According to the American Academy of Health Physics and Radiation Safety Operation Section of the Head Physics Society [34], first and foremost, the university management must establish RSO qualification, certification, licensing, previewing procedures along with sufficient resource and support to enable their sustainability as and when their programme demands.

For national laboratories, in accordance with the norms laid upon by IAEA and the national body responsible for such personnel are trained and provide authorization to render service. For private bodies in a country, the responsible body takes care of the training, certification and authorization of personnel in the respective domain.

Atomic Energy Regulatory Board (AERB), a Government of India body in the sole competent authority in India towards authorization of license, inspection and operation of equipment/facilities and personnel involving radioactive material. Certification of Radiography inspection personnel and site-in-charge is done by AERB through Radiological Physics and Advisory Division of Bhabha Atomic Research Centre (BARC), Mumbai, India. It may be noted that RT levels-1, 2, 3 certification is independent of AERB and does not cover licensing.

In India, IS 13805: 2004 specifies the general standard for qualification and certification of non-destructive testing personnel for various NDT methods such as acoustic emissions testing (AT), Eddy current testing (EDT), liquid penetrate testing, leak testing (LT), magnetic particle testing (MPT), neutron radiography testing (NRT), radiography testing (RT), infrared testing (IRI), ultrasonic testing (VT), vibration analysis testing and visual testing (VT).

In India, Radiography testing level-1 (RT-1) started way back before 1994. Some of the topics included in the training courses were general concepts of RT, equipment and radiation sources, photographic and non-photographic recording, radiography technique selection, standard and test methods, radiation safety including regulatory aspect, energy response plan and preparedness. On successful completion of RT-1 course, the candidate is allowed to work as a Certified Radiographer, subject to the approval of AERB.

Radiography testing level-2 (RT-2), training in being handled by Isotope and Radiation Application Division of BARC. BARC RT LEVEL-2 extensively covers Radiation safety as specified in AERB/RF/Training-Syllabi/2012 approved by AERB. Successful completion of this training course will qualify the candidate, subject to approval/authorization of AERB, as designated Radiological Safety Officer (RSO) and to procure radiation sources/equipment for radiography practise in the country. The guidelines are set by ISO 9712: 2012/BIS: IS-13805. Eligibility criteria for BARC-RT-LEVEL-2 training and related information is available in www.barc.gov.in/careers/information-brochure-rtl2.pdf all course structures are guided by Recommended Practice no: SNT-TC-IA which provides guidelines for employees to establish in-home certificate programme for the qualification and certification of NDT personnel.

In India, the training programme centres for RT (1, 2 and 3) are as follows [35].

RT 1 and 2: IXAR, industrial X-ray and allies’ radiographers PVT Ltd. (www.IXAR.in) Jogeshwari (w) Mumbai, Maharashtra, 400012.

RT 1 and 2: Quality NDT services, Pune, Maharashtra, 411026.

RT 1: IRC Engineering services, New Delhi, 110019 (www.ircengg.com).
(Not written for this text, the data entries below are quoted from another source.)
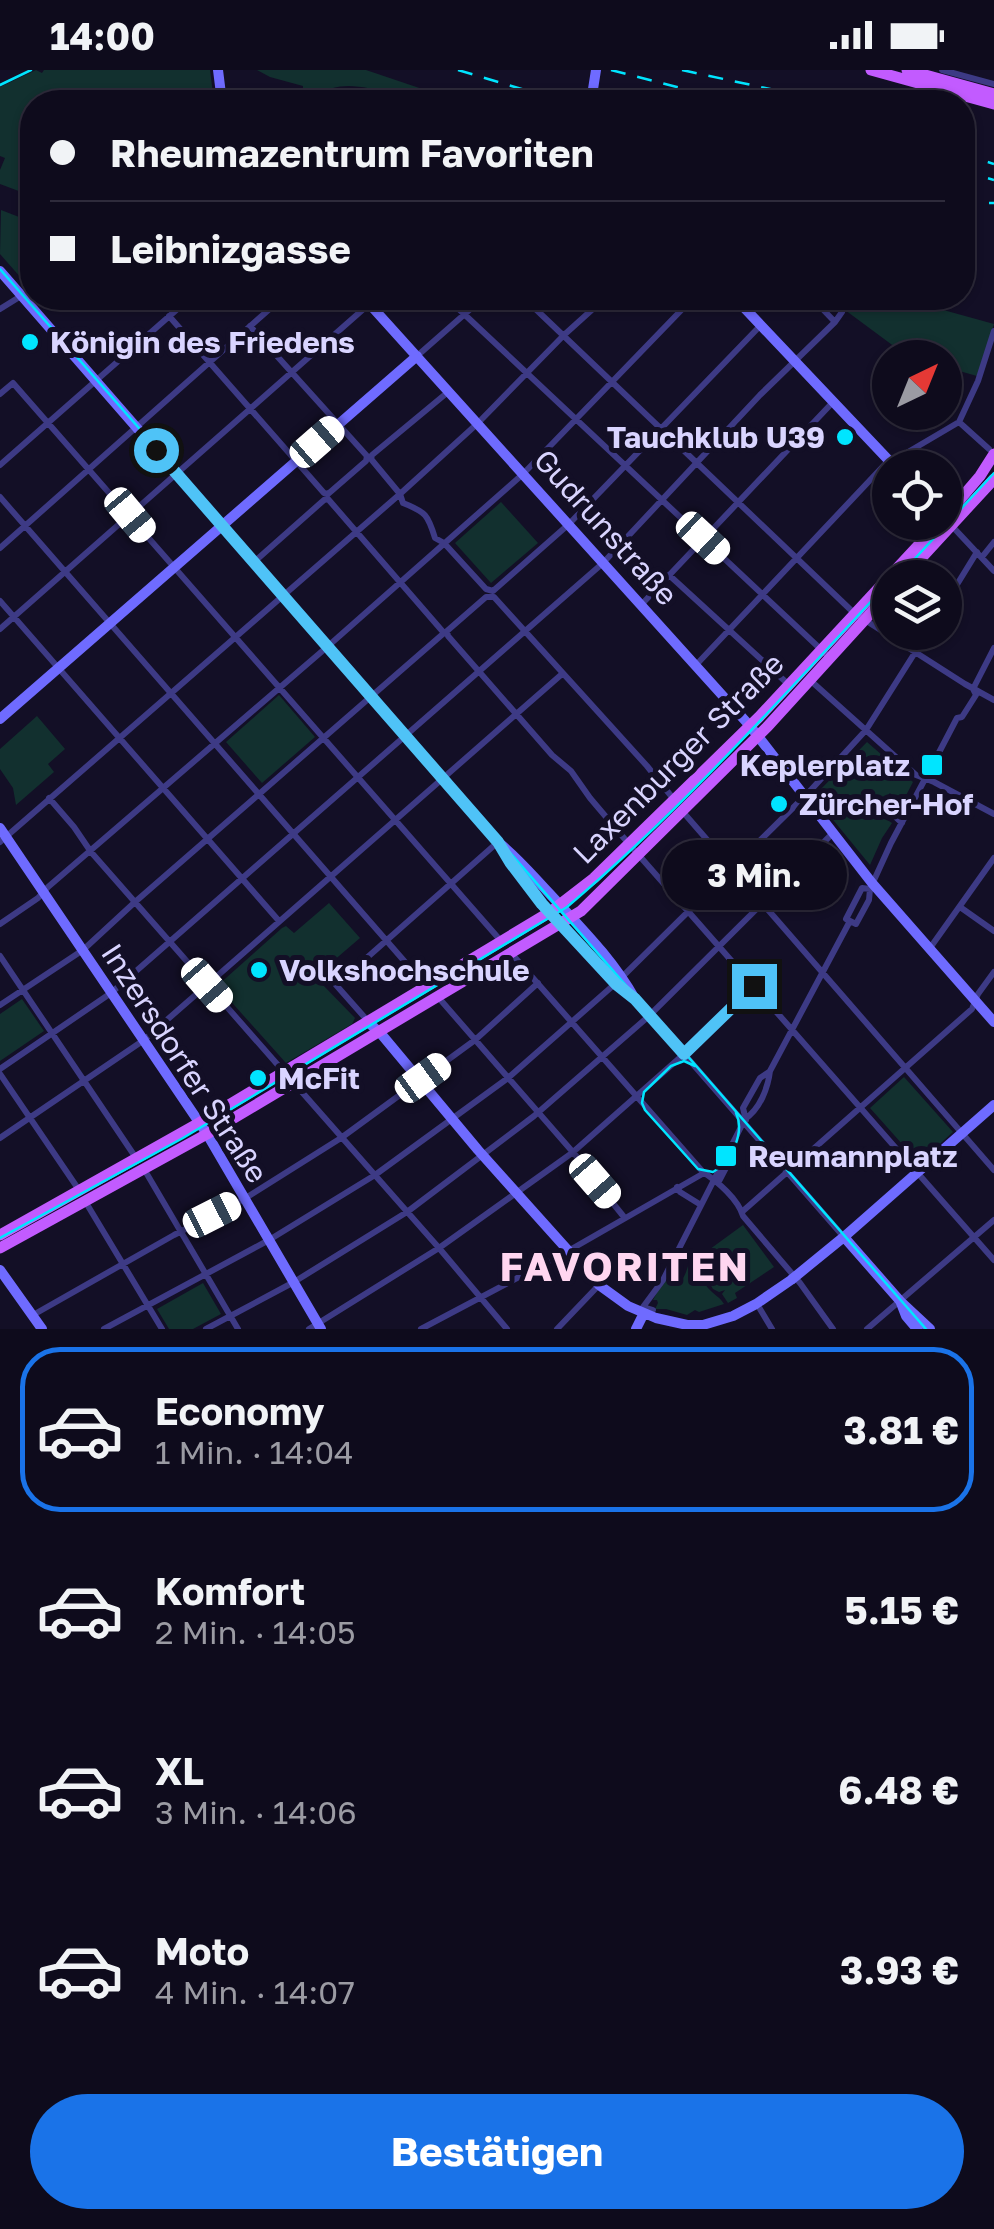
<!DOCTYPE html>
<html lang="de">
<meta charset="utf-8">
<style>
body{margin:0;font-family:"Golos Text",sans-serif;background:#1c1929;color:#f1f3f6;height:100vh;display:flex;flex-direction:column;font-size:38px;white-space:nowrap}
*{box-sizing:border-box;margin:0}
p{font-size:32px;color:#9b9ba3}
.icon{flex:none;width:55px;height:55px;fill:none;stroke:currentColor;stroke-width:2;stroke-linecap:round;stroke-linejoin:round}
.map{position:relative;height:1259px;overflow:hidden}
.details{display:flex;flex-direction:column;background:#0e0b1c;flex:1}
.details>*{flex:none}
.banner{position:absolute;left:20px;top:20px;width:955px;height:220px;border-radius:40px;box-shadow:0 2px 8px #0004,0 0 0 2px #2e2b3b;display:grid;align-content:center;height:220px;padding:0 30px;background:#0e0b1c}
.needle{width:65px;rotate:43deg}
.fabs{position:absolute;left:872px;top:270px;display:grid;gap:20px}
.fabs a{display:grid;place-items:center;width:90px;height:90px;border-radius:50%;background:#0e0b1c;box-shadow:0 2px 8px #0004,0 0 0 2px #2e2b3b;font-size:50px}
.end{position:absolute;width:45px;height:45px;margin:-22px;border:12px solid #4fc3f7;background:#111;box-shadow:0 0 0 5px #111}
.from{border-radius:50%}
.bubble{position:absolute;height:70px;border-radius:35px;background:#0e0b1c;box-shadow:0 2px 8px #0004,0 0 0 2px #2e2b3b;font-size:32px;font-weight:700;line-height:70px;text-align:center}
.car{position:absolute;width:30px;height:60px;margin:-30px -15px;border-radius:12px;box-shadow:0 0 8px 2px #0007;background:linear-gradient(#fff 24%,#345 0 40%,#fff 0 76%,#345 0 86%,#fff 0)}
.banner b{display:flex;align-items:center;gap:35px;height:95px;font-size:38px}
.banner b+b{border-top:2px solid #2e2b3b}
.banner i{width:25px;height:25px;background:#f1f3f6}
ul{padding:18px 0 0;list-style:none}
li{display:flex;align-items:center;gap:30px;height:165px;margin:0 20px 15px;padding:0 10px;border:5px solid transparent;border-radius:40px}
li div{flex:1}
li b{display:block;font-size:38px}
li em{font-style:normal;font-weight:700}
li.on{border-color:#1a73e8}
li>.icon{width:90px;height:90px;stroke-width:1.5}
.cta{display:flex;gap:20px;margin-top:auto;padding:20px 30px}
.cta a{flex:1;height:115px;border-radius:60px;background:#1a73e8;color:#fff;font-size:40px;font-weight:700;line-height:115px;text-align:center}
.status{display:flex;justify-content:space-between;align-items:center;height:70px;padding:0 50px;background:#0e0b1c;direction:ltr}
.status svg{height:28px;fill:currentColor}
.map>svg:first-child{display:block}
.green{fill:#12302f}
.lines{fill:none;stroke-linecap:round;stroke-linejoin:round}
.street{stroke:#3d3a85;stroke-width:6}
.secondary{stroke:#6f6bff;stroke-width:10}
.primary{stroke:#c25bff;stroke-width:11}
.tram{stroke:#00e5ff;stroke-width:2.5}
.rail{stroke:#00e5ff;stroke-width:2.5;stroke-dasharray:15 12;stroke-linecap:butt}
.route{stroke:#4fc3f7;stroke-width:12}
.poi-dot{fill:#00e5ff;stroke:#130f26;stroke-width:4}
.labels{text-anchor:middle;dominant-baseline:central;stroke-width:10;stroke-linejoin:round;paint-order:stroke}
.poi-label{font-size:30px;font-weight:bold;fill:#d9d4ff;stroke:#130f26;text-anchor:start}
.street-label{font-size:30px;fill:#d9d4ff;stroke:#130f26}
.district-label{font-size:40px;font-weight:bold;letter-spacing:2.5px;fill:#ffd6f0;stroke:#130f26}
</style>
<div class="status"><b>14:00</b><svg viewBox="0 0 49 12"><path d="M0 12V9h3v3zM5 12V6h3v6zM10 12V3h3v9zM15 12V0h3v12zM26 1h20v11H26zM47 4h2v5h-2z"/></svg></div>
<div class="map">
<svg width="994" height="1259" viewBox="0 0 994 1259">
<rect width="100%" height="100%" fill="#130f26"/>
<path class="green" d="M36,0L42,3L44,0H210L214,32H32V126L0,114V100L5,88L0,86V17Z
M257,0H366L446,27L447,24L485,32C467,33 448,34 429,32C394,30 349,1 317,26L303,20V16L270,7Z
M1,140L32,152V214L29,217L0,184Z
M854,228H900L994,254L977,306L945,297V288L916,287L903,283L845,240Z
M501,432L538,473L491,513L455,473Z
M279,625L315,667L262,713L226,672Z
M37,646L65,679L48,694L54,702L16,735L13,718L0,699V679Z
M867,672L913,712L898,741L894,728L890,723L871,744C876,750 885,747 892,753L882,768L870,795L816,729L818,722Z
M329,833L360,868L325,898L331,906L322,914L355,948L352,954L286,993L217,916L282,858L286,856L294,863Z
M22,929L44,961L0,991V944Z
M904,1007L953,1062L919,1093L870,1038Z
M743,1155L774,1197L735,1223L737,1228L728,1233L722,1224L725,1220L719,1222L713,1219L695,1190Z
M689,1193C698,1200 700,1209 708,1218C714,1225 719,1226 724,1234L699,1242L695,1240L687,1245L666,1239H655L658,1233L657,1230H653L664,1209L672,1215C685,1210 685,1205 689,1193Z
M203,1213L221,1244L193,1259H169L157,1239Z"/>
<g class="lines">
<path class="street" d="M942,0L994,14
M447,228L829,587
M524,228L854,543L965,614L994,630
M812,228L835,252
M0,239L21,226
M169,246L324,423L328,424L366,391L367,386L250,256
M417,286L483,228
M448,322L372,385L371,389L400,424L403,433C426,442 428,445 435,468L444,473L486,519L493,521L569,454L760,256
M0,324L13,313L501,871
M959,352L978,311L994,261
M959,352L989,379
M0,395L190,228
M0,427L426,916
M951,455L994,501
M0,478L282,228
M982,487L994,472
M669,505L788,614
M0,531L279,851
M642,534L833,332
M945,534L977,482
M0,559L376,228
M696,595L889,390L903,385L959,352
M811,611L916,705L934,712L994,744
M49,728L74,757L91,782L284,1002
M676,732L647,696L494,527H486L447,561L448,566L552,685L571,701L590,728L629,774L994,1190
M885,737L902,753
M683,742L994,1100
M0,772L400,424L478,353L564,265L605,228
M960,837L994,861
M850,851L846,849L862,818L870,819
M0,854L38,828L48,817L327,577L523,404L693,228
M930,878L994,788
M511,883L703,1102C718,1112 738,1129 743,1146L800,1213L833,1259
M0,886L136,1088
M438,927L591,1103L595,1111L624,1147
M0,935L83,880L135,832L444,563L328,429L324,430L254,492
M367,950L336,915L498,772
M684,984L843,1166
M0,999L111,923L603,493L760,325L835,252L842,242
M0,1004L79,1120
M294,1013L439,1178L507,1259
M746,1050L743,1038L760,1008L769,1002
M0,1068L144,970L562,604
M144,1099L238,1259
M718,1113L729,1092
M677,1117L680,1122L701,1135
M85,1131L162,1259
M743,1141L972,939L978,924L994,902
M757,1234L772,1259
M653,1240L643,1237L663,1210L745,1049C760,1039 768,1018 770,1001L850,851L856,854L869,830L870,819L891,773L925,709L931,708L935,700L934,692L957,648L962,647L976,625L973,619L994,578
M33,1245L174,1165L244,1129L341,1068L475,970L538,913
M104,1259L269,1170L375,1105L508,1008L616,913L809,722L866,660L928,562
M206,1259L294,1212L407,1142L534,1046L649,946L833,763
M309,1259L439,1178L572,1083L684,984L755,916
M421,1259L568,1181L704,1103
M557,1259L599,1215
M867,1259L994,1150"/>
<path class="secondary" d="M218,0L222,32
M591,32L596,0
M0,201L498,772C519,789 531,804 549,823C580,857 612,888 635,929
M364,228L750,656L872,813L994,952
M735,228L896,398
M0,649L417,286
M0,758L207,1064L321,1259
M504,782L544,837L616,913L635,929L684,984
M367,951L382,965L478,1080L599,1215L628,1236L656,1248L687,1255H703L733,1246L756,1234L791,1210L845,1166L994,1035
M844,1167L901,1232L930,1259
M0,1200L42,1259
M901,1233L906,1246L917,1259
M636,1259L644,1243"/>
<path class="primary" d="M871,0L994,34
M907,0L994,24
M945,447L980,406L994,384
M903,508L994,409
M0,1165L199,1053L550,842L594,808L759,647L940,452
M0,1178L207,1064L581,841L768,656L890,522"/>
<path class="tram" d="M0,15L31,0
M0,199L926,1259
M897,508L994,403
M695,996L684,991L671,996L644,1022L642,1033L645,1040L698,1099L713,1102C732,1092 745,1062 736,1043
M0,1168L183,1068L567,837C684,738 786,623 890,511"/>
<path class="rail" d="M458,0L565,32
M611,0L735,32
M682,0L830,32
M962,84L994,94
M962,101L994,110
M962,133H994"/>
</g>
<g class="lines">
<path class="route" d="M156,380L498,772L510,792L542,834L616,914L635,929L684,984L754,916"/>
</g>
<g class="poi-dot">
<circle cx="30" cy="272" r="10"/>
<circle cx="845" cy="367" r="10"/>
<rect x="920" y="683" width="24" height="24" rx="5"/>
<circle cx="779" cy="734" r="10"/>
<circle cx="259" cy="900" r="10"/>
<circle cx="258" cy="1008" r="10"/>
<rect x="714" y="1074" width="24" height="24" rx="5"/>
</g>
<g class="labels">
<g class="poi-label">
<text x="50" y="272">Königin des Friedens</text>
<text x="825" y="367" text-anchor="end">Tauchklub U39</text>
<text x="910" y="695" text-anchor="end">Keplerplatz</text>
<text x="799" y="734">Zürcher-Hof</text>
<text x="279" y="900">Volkshochschule</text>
<text x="278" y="1008">McFit</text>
<text x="748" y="1086">Reumannplatz</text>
</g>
<g class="street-label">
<text transform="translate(606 457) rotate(48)">Gudrunstraße</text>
<text transform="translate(678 688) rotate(-45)">Laxenburger Straße</text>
<text transform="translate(185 993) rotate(57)">Inzersdorfer Straße</text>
</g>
<g class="district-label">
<text x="625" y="1196">FAVORITEN</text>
</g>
</g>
</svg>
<div class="fabs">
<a><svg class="needle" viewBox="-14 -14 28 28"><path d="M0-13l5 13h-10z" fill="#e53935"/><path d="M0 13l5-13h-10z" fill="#9b9ba3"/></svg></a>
<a><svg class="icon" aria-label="locate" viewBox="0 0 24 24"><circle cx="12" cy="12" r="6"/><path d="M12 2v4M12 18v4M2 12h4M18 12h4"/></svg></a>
<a><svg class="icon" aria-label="layers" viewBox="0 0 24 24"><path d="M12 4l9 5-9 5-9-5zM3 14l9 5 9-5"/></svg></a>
</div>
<i class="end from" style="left:156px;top:380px"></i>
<i class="end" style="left:754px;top:916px"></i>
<div class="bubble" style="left:662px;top:770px;width:185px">3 Min.</div>
<i class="car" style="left:317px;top:372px;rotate:49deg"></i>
<i class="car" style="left:130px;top:445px;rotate:140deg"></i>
<i class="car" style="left:703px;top:468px;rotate:133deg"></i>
<i class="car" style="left:207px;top:915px;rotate:139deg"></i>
<i class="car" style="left:423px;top:1008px;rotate:54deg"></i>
<i class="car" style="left:595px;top:1111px;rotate:139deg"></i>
<i class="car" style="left:212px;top:1145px;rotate:63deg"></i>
<div class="banner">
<b><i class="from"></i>Rheumazentrum Favoriten</b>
<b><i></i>Leibnizgasse</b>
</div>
</div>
<section class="details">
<ul>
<li class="on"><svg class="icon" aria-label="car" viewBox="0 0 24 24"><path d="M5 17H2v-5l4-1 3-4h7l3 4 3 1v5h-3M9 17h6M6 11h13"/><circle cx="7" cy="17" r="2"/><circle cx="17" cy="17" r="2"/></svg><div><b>Economy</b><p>1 Min. · 14:04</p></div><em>3.81 €</em></li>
<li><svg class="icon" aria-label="car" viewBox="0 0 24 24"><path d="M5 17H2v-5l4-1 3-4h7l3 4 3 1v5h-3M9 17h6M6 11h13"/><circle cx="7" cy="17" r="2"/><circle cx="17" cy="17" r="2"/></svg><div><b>Komfort</b><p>2 Min. · 14:05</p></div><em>5.15 €</em></li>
<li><svg class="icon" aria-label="car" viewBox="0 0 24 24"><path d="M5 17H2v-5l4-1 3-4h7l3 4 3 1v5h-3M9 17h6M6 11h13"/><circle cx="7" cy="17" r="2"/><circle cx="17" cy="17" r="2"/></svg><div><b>XL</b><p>3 Min. · 14:06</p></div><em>6.48 €</em></li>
<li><svg class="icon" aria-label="car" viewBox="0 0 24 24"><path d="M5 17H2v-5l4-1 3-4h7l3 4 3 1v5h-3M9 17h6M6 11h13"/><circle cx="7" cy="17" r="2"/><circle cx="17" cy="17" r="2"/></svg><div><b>Moto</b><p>4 Min. · 14:07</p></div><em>3.93 €</em></li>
</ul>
<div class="cta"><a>Bestätigen</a></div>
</section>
RT 1 and 2: Indian society for Non-destructive Testing, Tiruchirappalli, chapter, Trichy-14 (www.isnttrichy.org).

RT 3: ISNT, Mumbai chapter, Andheri (E), Mumbai—400059.

The America society of non-destructive testing (ASNT) offers personnel training publication pertaining to radiography testing (RT). ASNT conducts NDT level-2 and Level-3, IRRSP (Industrial Radiography Radiation Safety personnel), ACCP (ASNT central certification programme) level-2 and level-3 training courses. Code of Ethics for NDT Personnel has been clearly mentioned in ISO 9712–2012 and equivalent standards mentioned in IAEA TECDOC 626 and IAEA TECDOC 628/Rev. 3 (2013) and are to be followed with integrity and professional competence as a rule [36].